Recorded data
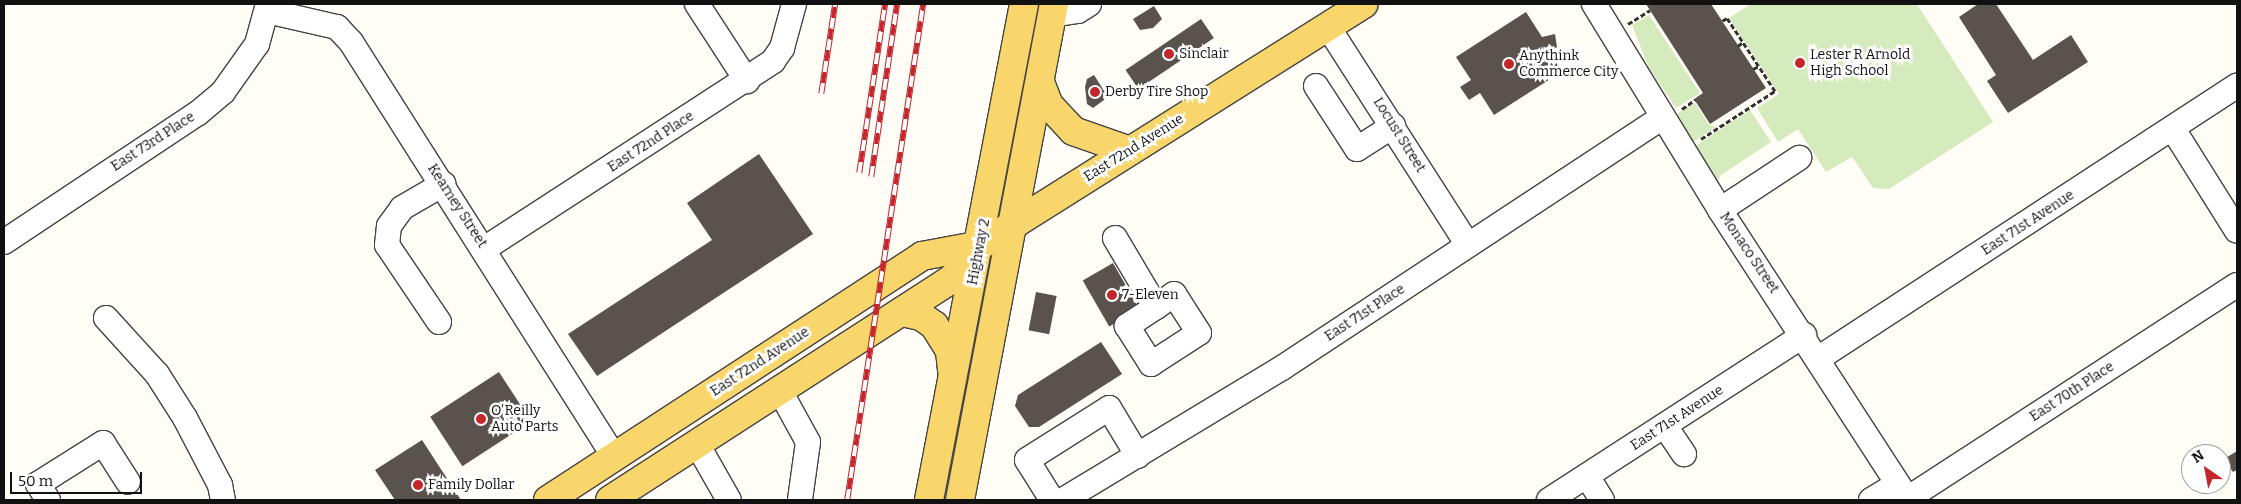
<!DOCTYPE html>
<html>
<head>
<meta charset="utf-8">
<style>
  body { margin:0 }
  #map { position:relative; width:2241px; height:504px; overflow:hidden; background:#fffdf5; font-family:Bitter,serif }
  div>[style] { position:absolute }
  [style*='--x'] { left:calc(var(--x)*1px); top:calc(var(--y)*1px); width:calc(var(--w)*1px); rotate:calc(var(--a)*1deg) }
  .green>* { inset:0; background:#d5ebbd }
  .building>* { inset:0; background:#5a524d; transform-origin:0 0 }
  .path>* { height:3px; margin-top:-1.5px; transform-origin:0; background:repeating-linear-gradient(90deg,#333 0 5px,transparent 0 7.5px) }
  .roads { filter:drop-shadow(1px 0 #444) drop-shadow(-1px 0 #444) drop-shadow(0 1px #444) drop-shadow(0 -1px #444) }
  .minor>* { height:24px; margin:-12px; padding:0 12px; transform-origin:12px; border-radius:12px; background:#fff }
  .major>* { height:28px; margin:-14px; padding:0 14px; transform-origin:14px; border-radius:14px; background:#f9d66b }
  .rail>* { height:5.5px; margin-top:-2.75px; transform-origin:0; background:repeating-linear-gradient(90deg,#fff 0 11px,#c4262e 0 22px); box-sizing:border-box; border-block:1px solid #c4262e }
  .dots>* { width:14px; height:14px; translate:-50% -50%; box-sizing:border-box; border:2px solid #fff; border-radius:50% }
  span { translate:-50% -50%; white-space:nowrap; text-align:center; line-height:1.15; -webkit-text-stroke:5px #fff; paint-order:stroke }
  .poi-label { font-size:14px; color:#111 }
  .left { translate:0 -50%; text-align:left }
  .street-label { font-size:14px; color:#111 }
  .frame { position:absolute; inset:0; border:5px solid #111; pointer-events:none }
  .north { position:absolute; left:2181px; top:444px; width:50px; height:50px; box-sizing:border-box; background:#fff; border:1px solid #a0a0a0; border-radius:50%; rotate:327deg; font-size:14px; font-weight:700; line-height:20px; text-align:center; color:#111 }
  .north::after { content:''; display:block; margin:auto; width:18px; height:22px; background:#c4262e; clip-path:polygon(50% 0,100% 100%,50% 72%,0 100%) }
  .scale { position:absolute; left:10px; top:472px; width:132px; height:22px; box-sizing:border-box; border:2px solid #111; border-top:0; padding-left:6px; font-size:15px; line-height:18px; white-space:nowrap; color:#111; -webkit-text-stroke:4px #fff; paint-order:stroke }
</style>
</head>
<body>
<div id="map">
  <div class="green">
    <div style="clip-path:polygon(1751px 4px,1917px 4px,1993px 122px,1889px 189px,1873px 188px,1852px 157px,1826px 172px,1798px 129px,1778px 142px,1757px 108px,1779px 94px,1729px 18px)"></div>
    <div style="clip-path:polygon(1649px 15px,1700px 93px,1676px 108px,1649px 68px,1632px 25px)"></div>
    <div style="clip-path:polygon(1695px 103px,1709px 125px,1716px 127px,1693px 142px,1680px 123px,1678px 113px)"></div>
    <div style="clip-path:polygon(1750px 110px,1771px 142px,1721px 175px,1717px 182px,1695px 146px)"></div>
  </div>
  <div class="building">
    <div style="clip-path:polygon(1646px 4px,1711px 4px,1766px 88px,1710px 124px,1694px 99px,1703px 93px)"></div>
    <div style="clip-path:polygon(1978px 4px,1996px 4px,2033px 60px,2071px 35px,2088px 62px,2008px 113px,1987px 81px,1996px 75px,1959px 17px)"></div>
    <div style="clip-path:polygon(1154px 6px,1162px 19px,1153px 28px,1140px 30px,1133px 19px)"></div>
    <div style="clip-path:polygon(1526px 12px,1542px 37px,1555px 34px,1557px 47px,1550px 51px,1563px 71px,1494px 115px,1480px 93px,1469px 100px,1460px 87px,1471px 80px,1456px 57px)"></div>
    <div style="left:1201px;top:19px;width:23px;height:91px;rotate:56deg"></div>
    <div style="clip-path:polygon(1094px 75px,1108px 97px,1093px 108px,1087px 104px,1085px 87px,1087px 79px)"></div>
    <div style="clip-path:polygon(759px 154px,813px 234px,597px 376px,568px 334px,712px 240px,687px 203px)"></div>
    <div style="left:1113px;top:263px;width:53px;height:35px;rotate:60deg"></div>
    <div style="left:1036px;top:292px;width:21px;height:39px;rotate:11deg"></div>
    <div style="clip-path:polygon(1101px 342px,1122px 374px,1039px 427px,1029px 427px,1015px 406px,1018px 395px)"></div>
    <div style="left:499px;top:372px;width:59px;height:82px;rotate:57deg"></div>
    <div style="clip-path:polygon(422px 440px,461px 500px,395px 500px,375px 470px)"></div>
    <div style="clip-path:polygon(2237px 451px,2237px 470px,2233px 472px,2224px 459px)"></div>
  </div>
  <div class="path">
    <div style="--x:1628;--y:24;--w:26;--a:-32"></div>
    <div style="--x:1738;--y:46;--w:6;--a:-39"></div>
    <div style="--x:1753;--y:69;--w:7;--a:-27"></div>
    <div style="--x:1682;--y:109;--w:16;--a:-35"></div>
    <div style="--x:1701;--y:139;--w:88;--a:-33"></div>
    <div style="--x:1775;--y:91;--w:87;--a:-123.3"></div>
    <div style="--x:1727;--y:18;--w:6;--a:149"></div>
  </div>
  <div class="roads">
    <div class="minor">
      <div style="--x:697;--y:4;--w:92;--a:57"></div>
      <div style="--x:1594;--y:4;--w:241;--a:58.5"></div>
      <div style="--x:1720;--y:210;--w:346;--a:57"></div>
      <div style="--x:267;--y:11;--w:72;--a:12.9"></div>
      <div style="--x:337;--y:27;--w:21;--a:47"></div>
      <div style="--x:351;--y:42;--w:490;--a:57.6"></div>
      <div style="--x:1052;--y:15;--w:26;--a:-9"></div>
      <div style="--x:1078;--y:11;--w:13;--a:-32"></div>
      <div style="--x:1328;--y:27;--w:259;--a:57.3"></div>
      <div style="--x:1316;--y:86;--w:75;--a:56.9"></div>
      <div style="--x:1357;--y:149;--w:43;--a:-32.6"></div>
      <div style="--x:2173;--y:129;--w:120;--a:57.9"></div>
      <div style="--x:1720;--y:210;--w:95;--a:-33.4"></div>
      <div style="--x:1115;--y:238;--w:80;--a:59.3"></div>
      <div style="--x:1156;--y:307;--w:35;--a:147"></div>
      <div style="--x:1127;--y:326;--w:45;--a:57.7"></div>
      <div style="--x:1151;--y:364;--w:57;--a:-32.9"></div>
      <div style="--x:1199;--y:333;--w:46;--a:-122.7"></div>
      <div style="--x:1174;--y:294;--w:22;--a:144"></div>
      <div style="--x:4;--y:242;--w:232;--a:-33.6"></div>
      <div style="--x:197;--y:114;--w:34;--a:-40"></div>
      <div style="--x:223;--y:92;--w:59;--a:-54.7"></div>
      <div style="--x:257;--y:44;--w:41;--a:-74.6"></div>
      <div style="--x:484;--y:249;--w:345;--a:-33"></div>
      <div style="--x:773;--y:61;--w:16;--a:-55"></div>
      <div style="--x:782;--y:48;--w:46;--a:-74.7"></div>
      <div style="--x:106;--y:318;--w:76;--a:47.7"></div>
      <div style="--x:157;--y:374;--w:52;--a:57.5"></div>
      <div style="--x:185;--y:418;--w:76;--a:62.4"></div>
      <div style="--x:220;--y:485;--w:15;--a:79"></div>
      <div style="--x:439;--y:322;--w:93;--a:-124"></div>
      <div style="--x:387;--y:245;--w:19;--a:-84"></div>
      <div style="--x:389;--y:226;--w:22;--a:-54"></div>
      <div style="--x:402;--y:208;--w:48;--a:-30.3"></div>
      <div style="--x:1819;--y:358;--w:499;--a:-33.1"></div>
      <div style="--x:780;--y:391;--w:58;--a:61.2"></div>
      <div style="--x:808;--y:442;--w:59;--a:97.9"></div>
      <div style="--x:1665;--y:426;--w:34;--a:56"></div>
      <div style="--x:697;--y:444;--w:64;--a:60.3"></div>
      <div style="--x:1587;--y:476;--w:28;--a:58"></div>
      <div style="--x:1907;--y:499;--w:393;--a:-33"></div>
      <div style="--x:48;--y:500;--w:19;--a:-122"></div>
      <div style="--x:38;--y:484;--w:77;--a:-32.2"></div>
      <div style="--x:103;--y:443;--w:46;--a:57.3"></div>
      <div style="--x:1052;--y:500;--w:47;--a:-122"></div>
      <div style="--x:1027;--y:460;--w:97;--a:-32.4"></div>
      <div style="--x:1109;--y:408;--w:56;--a:58.9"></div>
      <div style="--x:1063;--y:500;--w:256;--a:-31.1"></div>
      <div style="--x:1282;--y:368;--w:455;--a:-33.4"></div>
      <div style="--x:1549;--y:500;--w:304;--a:-32.9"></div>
      <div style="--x:1871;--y:500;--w:31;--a:-31"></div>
    </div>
    <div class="major">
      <div style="--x:1040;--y:82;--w:25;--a:69"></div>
      <div style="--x:1049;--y:105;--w:35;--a:47"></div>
      <div style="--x:1073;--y:131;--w:60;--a:19.3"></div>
      <div style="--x:902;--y:312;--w:19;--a:12"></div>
      <div style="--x:921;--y:316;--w:16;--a:35"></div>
      <div style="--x:934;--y:325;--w:31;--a:58"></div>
      <div style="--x:950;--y:351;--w:20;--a:84"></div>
      <div style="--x:548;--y:500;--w:447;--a:-33.1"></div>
      <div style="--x:922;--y:256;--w:60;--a:-10.6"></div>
      <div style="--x:610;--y:500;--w:407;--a:-32.9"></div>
      <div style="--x:952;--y:279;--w:45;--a:-49.5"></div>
      <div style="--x:981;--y:245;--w:452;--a:-32.2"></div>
      <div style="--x:929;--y:500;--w:505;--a:-79.16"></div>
      <div style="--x:960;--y:500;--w:505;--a:-79.27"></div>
    </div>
  </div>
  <div class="rail">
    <div style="--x:821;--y:94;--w:91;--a:-81.2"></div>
    <div style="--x:859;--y:173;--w:171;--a:-81.3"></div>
    <div style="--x:871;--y:177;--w:175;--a:-81.5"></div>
    <div style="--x:847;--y:500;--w:502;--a:-81.29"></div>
  </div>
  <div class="dots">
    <div style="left:1169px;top:54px;background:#c4262e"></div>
    <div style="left:1800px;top:63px;background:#c4262e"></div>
    <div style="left:1509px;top:64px;background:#c4262e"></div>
    <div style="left:1095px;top:92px;background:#c4262e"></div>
    <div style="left:1112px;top:295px;background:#c4262e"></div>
    <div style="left:481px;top:419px;background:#c4262e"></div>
    <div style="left:418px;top:485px;background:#c4262e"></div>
  </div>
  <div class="poi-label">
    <span class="left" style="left:1179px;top:54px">Sinclair</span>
    <span class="left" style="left:1810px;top:63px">Lester R Arnold<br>High School</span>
    <span class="left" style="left:1519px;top:64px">Anythink<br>Commerce City</span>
    <span class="left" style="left:1105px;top:92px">Derby Tire Shop</span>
    <span class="left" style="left:1122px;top:295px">7-Eleven</span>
    <span class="left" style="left:491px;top:419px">O'Reilly<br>Auto Parts</span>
    <span class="left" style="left:428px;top:485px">Family Dollar</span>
  </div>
  <div class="street-label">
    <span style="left:1399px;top:135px;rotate:58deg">Locust Street</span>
    <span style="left:153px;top:142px;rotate:-33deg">East 73rd Place</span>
    <span style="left:651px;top:142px;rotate:-33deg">East 72nd Place</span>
    <span style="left:1134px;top:148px;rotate:-32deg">East 72nd Avenue</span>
    <span style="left:457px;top:206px;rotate:57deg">Kearney Street</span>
    <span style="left:2028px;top:223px;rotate:-33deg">East 71st Avenue</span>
    <span style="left:979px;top:252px;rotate:-79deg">Highway 2</span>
    <span style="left:1749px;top:253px;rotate:56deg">Monaco Street</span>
    <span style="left:1365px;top:313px;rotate:-33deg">East 71st Place</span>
    <span style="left:760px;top:362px;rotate:-33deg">East 72nd Avenue</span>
    <span style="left:2072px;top:392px;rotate:-33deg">East 70th Place</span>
    <span style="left:1677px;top:418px;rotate:-33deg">East 71st Avenue</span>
  </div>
  <div class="frame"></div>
  <div class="north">N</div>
  <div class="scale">50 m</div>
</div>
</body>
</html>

• _Required work_: Filter the records above for lines containing the word "roads", and copy those lines.

• _Answer to the exercise_:
  .roads { filter:drop-shadow(1px 0 #444) drop-shadow(-1px 0 #444) drop-shadow(0 1px #444) drop-shadow(0 -1px #444) }
  <div class="roads">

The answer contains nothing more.